IN THE CONTINUAL RECONSTRUCTION FROM THE SAME MATERIALS, IT IS ALWAYS EARLIER ENDS WHICH ARE CALLED UPON TO PLAY THE PART OF MEANS…. This formula, which could serve as the definition of ‘BRICOLAGE’, explains how an implicit inventory or conception of the total means available must be made…so that a result can be defined which will always be a compromise between the structure of the instrumental set and that of the project. Once it materializes, the project therefore must be inevitably at a remove from the initial aim (which was moreover a mere sketch),… Further, the bricoleur also, and indeed principally, derives his poetry from the fact that he does not confine himself to accomplishment and execution: he speaks not only with things, as we have seen, but also through the medium of things: giving an account of his personality and life by the choices he makes between limited possibilities. The bricoleur may not ever complete his purpose but he always puts something of himself into it.

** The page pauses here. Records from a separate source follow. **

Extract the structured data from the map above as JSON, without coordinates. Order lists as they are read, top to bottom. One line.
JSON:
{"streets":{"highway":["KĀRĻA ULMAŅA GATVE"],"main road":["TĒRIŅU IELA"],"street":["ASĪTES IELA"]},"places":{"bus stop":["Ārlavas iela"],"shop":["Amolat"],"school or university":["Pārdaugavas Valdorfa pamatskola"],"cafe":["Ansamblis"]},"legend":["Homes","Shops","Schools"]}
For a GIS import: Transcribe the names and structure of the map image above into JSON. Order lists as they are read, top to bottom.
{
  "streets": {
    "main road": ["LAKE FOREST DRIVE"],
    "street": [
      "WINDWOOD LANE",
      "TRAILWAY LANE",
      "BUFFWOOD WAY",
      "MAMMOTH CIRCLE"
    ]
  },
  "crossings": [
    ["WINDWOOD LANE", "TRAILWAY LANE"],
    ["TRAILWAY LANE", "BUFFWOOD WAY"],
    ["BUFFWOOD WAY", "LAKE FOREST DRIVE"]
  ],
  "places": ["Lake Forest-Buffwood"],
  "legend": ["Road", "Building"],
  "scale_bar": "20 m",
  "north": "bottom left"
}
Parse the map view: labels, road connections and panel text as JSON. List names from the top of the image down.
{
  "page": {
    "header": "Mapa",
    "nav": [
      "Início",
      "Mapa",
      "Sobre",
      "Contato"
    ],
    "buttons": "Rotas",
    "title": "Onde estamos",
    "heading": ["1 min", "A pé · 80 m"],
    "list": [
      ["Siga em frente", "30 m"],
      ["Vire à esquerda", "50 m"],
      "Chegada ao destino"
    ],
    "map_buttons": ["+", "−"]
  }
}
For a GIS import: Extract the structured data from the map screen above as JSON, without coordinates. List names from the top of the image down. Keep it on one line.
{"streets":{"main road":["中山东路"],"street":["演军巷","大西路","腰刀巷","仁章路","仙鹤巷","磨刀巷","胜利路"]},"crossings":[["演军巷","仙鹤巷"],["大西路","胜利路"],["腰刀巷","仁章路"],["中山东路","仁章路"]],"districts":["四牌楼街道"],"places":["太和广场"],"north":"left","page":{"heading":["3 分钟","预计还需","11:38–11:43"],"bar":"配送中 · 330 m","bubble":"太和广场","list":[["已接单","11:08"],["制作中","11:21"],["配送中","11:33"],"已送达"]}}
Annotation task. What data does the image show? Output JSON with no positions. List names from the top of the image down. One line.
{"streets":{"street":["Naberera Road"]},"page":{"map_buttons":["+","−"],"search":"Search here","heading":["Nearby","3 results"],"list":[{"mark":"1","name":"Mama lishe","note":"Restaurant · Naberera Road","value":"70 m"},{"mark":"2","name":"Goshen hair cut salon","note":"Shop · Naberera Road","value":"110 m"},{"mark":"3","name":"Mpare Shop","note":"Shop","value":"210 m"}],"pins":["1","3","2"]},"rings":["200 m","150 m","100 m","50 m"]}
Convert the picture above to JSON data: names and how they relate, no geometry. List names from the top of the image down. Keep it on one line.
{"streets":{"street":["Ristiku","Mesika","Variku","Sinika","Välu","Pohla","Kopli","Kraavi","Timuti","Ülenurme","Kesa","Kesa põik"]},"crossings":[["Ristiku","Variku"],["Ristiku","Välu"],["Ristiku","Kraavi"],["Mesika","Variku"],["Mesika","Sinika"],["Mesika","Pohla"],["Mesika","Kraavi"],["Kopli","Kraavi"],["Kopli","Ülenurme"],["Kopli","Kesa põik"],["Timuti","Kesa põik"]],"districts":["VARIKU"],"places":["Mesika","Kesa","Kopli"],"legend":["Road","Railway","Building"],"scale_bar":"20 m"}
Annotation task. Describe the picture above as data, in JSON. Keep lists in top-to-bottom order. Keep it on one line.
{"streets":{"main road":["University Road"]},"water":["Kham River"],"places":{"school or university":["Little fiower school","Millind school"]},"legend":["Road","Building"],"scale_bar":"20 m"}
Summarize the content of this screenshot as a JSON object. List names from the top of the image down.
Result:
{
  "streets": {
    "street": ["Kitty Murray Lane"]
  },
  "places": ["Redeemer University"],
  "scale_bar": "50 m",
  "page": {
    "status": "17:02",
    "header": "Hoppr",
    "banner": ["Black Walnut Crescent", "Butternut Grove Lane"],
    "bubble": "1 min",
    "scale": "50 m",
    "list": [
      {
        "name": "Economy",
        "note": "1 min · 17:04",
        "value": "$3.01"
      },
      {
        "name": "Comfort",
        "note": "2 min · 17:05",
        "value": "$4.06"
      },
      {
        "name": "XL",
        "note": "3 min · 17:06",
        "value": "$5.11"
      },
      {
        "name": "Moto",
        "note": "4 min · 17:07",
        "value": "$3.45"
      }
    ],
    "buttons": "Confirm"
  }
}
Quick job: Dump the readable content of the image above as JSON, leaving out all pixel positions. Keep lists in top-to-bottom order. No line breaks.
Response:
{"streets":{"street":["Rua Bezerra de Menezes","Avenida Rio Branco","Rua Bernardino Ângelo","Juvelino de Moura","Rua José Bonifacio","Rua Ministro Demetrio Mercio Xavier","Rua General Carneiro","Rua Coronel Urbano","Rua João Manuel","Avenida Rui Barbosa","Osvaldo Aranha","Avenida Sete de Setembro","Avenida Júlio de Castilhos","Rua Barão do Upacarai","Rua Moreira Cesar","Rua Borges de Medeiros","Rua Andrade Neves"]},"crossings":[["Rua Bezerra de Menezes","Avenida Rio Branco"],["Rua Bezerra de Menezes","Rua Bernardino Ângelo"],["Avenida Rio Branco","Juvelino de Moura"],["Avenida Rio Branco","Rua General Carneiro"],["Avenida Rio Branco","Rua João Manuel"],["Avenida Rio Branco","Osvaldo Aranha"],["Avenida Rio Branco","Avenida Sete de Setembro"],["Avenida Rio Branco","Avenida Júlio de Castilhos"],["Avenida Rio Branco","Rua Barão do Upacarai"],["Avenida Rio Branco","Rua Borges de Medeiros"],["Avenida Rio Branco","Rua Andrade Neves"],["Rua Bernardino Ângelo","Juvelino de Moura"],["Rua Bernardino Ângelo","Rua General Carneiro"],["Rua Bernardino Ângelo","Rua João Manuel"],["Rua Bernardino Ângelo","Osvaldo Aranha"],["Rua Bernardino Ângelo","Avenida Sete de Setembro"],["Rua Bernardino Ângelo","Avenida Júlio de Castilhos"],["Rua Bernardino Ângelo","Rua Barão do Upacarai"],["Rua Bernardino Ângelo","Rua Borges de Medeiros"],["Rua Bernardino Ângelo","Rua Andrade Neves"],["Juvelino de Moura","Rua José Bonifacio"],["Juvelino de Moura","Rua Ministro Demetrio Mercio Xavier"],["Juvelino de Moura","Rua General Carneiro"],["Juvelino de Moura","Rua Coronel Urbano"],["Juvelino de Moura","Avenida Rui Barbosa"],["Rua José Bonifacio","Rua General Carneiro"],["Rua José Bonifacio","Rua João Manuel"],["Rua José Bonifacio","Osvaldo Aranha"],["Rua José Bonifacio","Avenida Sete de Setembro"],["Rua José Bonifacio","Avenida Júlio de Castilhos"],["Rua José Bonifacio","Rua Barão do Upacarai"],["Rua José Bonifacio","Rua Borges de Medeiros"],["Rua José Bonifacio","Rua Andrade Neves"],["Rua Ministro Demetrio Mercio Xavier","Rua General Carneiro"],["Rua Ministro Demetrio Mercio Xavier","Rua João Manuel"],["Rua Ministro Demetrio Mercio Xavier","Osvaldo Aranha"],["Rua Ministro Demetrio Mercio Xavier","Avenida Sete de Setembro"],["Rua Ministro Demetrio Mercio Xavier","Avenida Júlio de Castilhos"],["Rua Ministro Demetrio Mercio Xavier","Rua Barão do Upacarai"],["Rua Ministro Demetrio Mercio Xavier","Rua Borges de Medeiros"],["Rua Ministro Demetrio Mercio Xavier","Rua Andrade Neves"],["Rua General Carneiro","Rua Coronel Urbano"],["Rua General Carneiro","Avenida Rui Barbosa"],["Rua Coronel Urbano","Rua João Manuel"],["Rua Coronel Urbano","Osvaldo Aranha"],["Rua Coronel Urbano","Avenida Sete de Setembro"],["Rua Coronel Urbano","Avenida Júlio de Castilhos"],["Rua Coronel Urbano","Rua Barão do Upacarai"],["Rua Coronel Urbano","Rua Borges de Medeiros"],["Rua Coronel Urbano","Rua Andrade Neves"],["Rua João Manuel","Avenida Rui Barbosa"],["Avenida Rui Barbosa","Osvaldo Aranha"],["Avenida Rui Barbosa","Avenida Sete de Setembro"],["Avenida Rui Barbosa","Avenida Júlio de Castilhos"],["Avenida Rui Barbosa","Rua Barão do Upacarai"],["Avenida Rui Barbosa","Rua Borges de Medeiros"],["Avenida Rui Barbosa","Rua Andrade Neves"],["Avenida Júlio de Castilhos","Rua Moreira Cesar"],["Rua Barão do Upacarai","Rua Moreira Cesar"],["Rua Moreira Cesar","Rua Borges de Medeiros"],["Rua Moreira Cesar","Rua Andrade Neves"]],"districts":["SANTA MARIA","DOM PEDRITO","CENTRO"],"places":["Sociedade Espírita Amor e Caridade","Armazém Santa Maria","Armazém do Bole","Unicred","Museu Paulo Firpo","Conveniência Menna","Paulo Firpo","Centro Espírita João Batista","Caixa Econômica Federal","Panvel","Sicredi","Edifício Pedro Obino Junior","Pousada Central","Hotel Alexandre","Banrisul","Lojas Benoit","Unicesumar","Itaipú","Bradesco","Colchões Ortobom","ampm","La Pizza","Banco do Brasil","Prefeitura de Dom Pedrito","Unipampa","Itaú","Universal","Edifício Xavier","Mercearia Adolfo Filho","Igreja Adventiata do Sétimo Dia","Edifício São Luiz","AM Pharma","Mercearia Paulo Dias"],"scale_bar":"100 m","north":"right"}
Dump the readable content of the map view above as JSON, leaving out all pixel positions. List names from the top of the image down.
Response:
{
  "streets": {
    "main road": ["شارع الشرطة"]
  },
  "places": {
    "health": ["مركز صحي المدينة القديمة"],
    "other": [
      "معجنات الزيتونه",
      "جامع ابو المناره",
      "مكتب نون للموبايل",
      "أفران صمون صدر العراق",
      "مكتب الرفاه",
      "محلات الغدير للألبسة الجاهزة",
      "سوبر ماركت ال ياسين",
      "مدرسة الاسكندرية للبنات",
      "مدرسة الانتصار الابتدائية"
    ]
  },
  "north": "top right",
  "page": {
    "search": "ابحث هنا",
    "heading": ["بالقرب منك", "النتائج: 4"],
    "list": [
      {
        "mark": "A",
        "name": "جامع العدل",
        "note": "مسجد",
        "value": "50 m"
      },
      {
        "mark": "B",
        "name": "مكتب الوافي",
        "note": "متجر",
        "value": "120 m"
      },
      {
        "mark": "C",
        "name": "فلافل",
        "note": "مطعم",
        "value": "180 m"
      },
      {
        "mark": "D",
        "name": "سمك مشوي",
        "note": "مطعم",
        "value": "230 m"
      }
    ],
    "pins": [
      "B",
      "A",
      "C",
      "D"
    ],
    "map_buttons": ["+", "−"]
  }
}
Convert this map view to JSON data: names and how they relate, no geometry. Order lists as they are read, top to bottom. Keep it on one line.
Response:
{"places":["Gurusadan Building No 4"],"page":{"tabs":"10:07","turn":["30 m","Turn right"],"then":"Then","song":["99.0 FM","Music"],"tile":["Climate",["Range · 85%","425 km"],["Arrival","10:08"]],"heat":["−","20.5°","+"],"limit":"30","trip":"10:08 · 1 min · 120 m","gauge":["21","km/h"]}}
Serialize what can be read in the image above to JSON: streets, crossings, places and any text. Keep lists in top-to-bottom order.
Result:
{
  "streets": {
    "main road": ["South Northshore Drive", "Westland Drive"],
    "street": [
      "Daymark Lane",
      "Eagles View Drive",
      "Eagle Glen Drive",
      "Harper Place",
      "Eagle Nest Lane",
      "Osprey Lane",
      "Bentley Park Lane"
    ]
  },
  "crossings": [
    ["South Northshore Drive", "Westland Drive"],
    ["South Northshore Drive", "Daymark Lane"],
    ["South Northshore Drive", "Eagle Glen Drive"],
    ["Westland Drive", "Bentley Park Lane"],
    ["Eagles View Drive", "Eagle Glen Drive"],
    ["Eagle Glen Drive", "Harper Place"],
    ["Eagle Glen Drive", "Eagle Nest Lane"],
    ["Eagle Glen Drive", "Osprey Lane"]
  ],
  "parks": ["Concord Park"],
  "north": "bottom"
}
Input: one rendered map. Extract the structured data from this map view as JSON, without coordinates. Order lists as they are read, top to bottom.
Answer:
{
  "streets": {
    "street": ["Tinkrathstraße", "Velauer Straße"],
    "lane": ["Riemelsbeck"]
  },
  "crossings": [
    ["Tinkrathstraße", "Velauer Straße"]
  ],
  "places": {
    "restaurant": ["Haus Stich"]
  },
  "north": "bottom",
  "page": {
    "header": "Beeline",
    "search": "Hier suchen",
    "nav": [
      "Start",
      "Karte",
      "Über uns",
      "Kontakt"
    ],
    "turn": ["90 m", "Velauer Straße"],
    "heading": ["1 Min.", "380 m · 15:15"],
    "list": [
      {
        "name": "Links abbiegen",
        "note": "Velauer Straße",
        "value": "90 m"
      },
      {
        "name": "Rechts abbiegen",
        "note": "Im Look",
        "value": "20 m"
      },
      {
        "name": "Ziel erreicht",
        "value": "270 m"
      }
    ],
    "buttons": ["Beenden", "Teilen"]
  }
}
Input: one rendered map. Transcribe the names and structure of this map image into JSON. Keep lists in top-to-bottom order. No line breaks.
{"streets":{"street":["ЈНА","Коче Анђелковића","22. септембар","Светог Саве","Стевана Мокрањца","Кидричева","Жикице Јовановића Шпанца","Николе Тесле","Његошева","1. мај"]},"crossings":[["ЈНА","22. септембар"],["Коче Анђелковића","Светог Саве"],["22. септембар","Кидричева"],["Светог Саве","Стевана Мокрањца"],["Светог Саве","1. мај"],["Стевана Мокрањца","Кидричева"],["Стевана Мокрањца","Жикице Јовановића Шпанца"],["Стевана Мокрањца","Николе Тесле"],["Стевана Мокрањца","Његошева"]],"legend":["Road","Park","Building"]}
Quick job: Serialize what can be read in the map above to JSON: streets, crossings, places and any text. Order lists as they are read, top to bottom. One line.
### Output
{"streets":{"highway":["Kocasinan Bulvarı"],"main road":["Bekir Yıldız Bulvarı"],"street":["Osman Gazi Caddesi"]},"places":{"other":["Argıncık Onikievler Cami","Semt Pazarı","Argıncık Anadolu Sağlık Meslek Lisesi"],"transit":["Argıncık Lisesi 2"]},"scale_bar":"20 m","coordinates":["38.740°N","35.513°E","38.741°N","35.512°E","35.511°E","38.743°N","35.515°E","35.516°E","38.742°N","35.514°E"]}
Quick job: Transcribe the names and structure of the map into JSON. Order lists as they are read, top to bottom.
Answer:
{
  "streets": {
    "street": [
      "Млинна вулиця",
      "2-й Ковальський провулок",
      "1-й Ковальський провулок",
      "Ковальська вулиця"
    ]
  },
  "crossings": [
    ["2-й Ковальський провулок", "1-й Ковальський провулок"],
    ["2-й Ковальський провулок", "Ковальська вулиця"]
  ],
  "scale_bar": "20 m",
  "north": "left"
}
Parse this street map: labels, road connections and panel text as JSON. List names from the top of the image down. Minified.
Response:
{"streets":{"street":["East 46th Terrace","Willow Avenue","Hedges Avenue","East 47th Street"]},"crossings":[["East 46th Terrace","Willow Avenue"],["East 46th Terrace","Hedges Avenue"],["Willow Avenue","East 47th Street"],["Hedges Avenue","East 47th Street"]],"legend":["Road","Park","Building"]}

There are several advantages in adopting the image of bricolage as a central characterization of human activity. With respect to the issue of the psychological reality of our descriptions, the first advantage is verisimilitude. The bricoleur is not a dumb engineer; he is a person doing a different thing. If thinking is a form of bricolage, it is more like other natural human activities than is Simon’s descriptions of thought as the serial search within a problem space of an agent whose specification is as a subset of an expert. The second advantage is that bricolage, as a characterization of behavior, is more nearly compatible with a view of mind as a process controlled by the contention of multiple objectives competing for resources than is planning, for example. Most importantly, bricolage can provide us with an image for the process of mind under self construction.